Emnet has started to date an Ethiopian man, Fitsum. She tells him that she has a brother in Sweden. Fitsum says that he happens to have a good friend in Stockholm, Yalem, who might be able to try to find her brother. Emnet contacts Seble – now living in Paris – who relays to London the documents she has that are relevant to the adoption. This includes the brother’s Swedish name and a picture of him as a three year old, sitting in a snow sledge. Emnet and Fitsum forward the documents to Yalem in Stockholm. Yalem has promised to do his best.
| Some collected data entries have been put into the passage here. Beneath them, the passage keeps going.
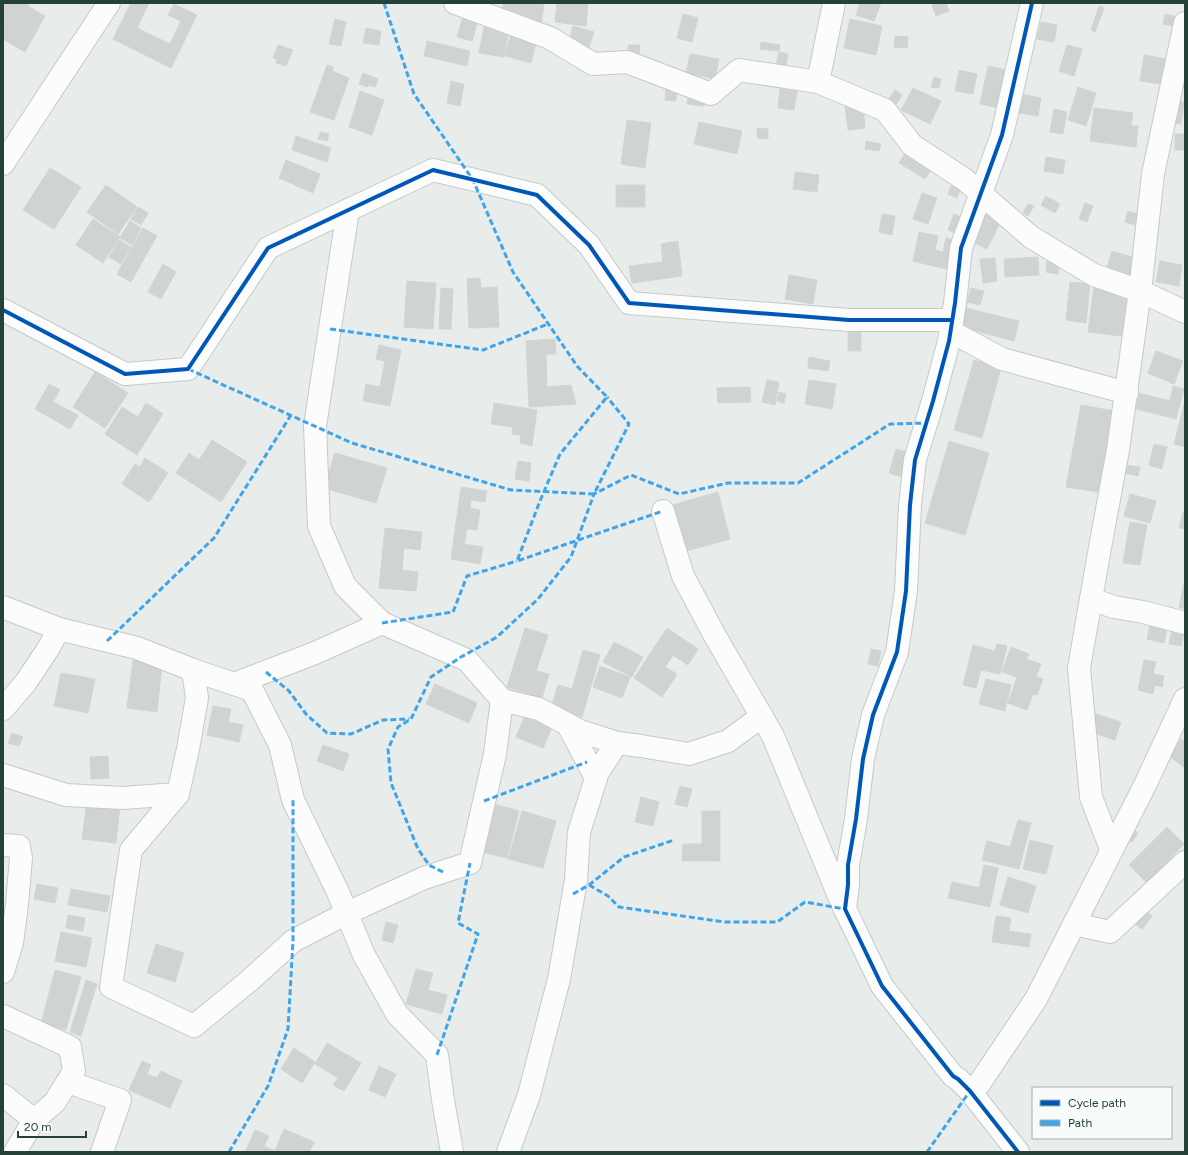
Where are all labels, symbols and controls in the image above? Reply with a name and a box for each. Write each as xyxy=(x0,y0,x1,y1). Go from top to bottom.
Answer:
legend xyxy=(1032,1087,1172,1139)
text: Cycle path xyxy=(1068,1096,1126,1110)
scale bar xyxy=(18,1113,86,1139)
text: Path xyxy=(1068,1116,1092,1130)
text: 20 m xyxy=(24,1120,52,1134)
1997    Östersund                                              
One summer eve in Östersund I am in a bar where I have a brief conversation with an Ethiopian man unbeknown to me. His name is Sam. I do not commit him to my memory. Sam, however, memorizes me and my name

2004    Stockholm, July 30th                                                                                            
The day after Yalem receives the documents he is off to the Swedish HMRC/IRS in the hope of finding information on “Anders”. Before that he is just going to grab a coffee with his good friend, Sam. They meet in a café on a hilly street in the centre of Stockholm. Sam is wearing a baseball cap. Yalem tells Sam what he is about to do and shows him the documents. Sam gasps when he sees the name on the documents. “I've met him in Östersund,” he exclaims, “I know what he looks like!” Sam tells Yalem about that fortuitous meeting in a bar in Östersund, seven years earlier. 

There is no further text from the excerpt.